雒阳,袁绍私宅,自大将军府中返回的袁本初尚且来不及暂时休歇一二,一入府中就直奔后院的密室而去。
大户人家,总有一两处密室。而在密室之中,商量的自然都是那些既不可使天知,也不可使地知的隐秘事。
后院的密室里,有一人正在其中藏匿的珍宝财物前来回踱步,不时抬手摸上几下,眼中满是不舍,似是恨不得都将其搬回家中。
能进这里的,自然是袁绍的心腹。
其人正是自刚从冀州回来的许攸许子远。
“子远回来的倒是要比我想的快一些。”
袁绍自外而入,正看到许攸将一串金珠偷偷收入怀中。
“本初回来的也比我想的快了不少。”
被人当面撞破,许攸却是神色不变,反倒是朝着袁绍迎了上去。
袁本初笑着摇了摇头,上前拉住许攸的手臂,带着他到一旁落座。
落座之后,许攸的眼光还是不时的在屋中的珍宝上打转。
“子远此次辛苦了。”袁绍给他倒上一杯酒水。
“辛苦倒是算不得辛苦。”说起正事,许攸这才收回目光,随手饮了口酒,“只是事情不曾办成也就算了,还折了王芬,着实是笔赔本买卖。”
在许攸面前袁绍无须掩饰,他闻言也是叹息一声,喝了口闷酒。
“是你我将事情想的太过简单了,知晓此事的人当中定然有内鬼。所谓的观气之说,不过是无稽之谈。
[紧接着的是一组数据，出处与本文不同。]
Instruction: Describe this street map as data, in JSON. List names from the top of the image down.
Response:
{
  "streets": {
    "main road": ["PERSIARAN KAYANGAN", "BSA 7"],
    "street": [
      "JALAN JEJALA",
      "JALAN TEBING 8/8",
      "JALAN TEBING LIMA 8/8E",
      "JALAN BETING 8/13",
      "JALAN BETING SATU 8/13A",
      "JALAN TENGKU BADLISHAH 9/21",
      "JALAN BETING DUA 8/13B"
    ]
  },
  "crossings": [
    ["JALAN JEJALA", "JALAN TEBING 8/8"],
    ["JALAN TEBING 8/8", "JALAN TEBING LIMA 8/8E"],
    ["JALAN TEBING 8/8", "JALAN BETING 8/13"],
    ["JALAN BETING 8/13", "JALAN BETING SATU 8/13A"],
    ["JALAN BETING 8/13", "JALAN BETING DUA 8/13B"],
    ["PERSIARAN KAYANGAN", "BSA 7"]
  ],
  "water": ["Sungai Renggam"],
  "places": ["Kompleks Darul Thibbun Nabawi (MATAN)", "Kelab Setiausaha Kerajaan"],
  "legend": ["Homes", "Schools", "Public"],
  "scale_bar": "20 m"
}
”
许攸点了点头,他也有此猜测。
有人想要灵帝死,自然也就有人不想要灵帝死,无外乎是关乎自身利益罢了。
“本初打算接下来如何?不然暂且收手以观时变?”许攸轻声问道。
袁绍稍稍沉默,又给他倒上一杯酒水,笑道:“子远,你我相交多年,袁本初是何人,你如何不知?若要我甘于庸碌,不如速死!”
许攸沉默不语。
世家子,总是要比常人骄傲些,而袁家兄弟更甚。袁公路锋芒外露,袁本初神华内敛,可根子里,其实两人是一种人。
这也是袁家兄弟向来不和睦的缘由之一,一山岂能容二虎?
良久之后,许攸叹息一声,“本初,以你的家世,即便按部就班,日后稳坐朝堂是少不了的,说不得还能望一望三公之位。你如今的谋划,若是败了,只怕是抄家灭门的祸事。值不值得?”
袁绍似乎早就知道许攸会有此问,饮了口酒后笑道:“子远,说句不客气的言语,我一出生便在许多人之上,许多人终生求不得,求不来的财物,遥遥眺望的官位,于我而言不过是唾手可得之物。”
他站起身来,拿起悬在墙壁之上的思召剑,抽剑出鞘,寒光森严,霎时之间,满室阴冷。
“男儿,生来就是要做大事的。子远,我所求何事?”
他目光飘远,既像是看向许攸,也像是看向许攸身后的远方,一字一顿。
“此生不必跪拜于人。”
…………
是岁八月,帝置西园八校尉,分管雒阳四面门户,大将军何进统之,而大将军又受制于宦官蹇硕。
又以卫尉条侯董重为嫖骑将军。董重,灵帝之母,董太后兄长之子。
这一日,大将军何进循例入宫与何后相见。
两人虽是同父异母的兄妹,可自幼兄妹感情极佳。
宫中规矩森严,自何后入宫中,兄妹两人已经少有相见。
宫中的一处园林里,何后看着眼前多日不见的兄长,挥手屏退身后跟随的宦官与婢女。
“兄长这次入宫有何事?”何后开口问道。
何进素来知晓避嫌,非有大事,极少入宫。
他不曾立刻开口,而是斟酌着措辞,轻声道:“天子自冀州回返之后可有异常?”
何后打量了他一眼,随后环顾左右,见无人窥探,这才开口道:“陛下自冀州回返之后对太子似是多有不满。”
“陛下如何是对太子不满。”何进苦笑一声,“他是对我这个大将军不满,是对咱们何家不满。”
如今何进为大将军,其弟何苗为河南尹,何后更是执掌后宫。何家一门,即便说不上是权倾朝野,可也算的上是极有势力了。
如果仅是如此,其实何进还不如何担心。毕竟有汉以来,外戚时有作乱,灵帝做出如今这般安排来牵制他们何家也算是无可厚非。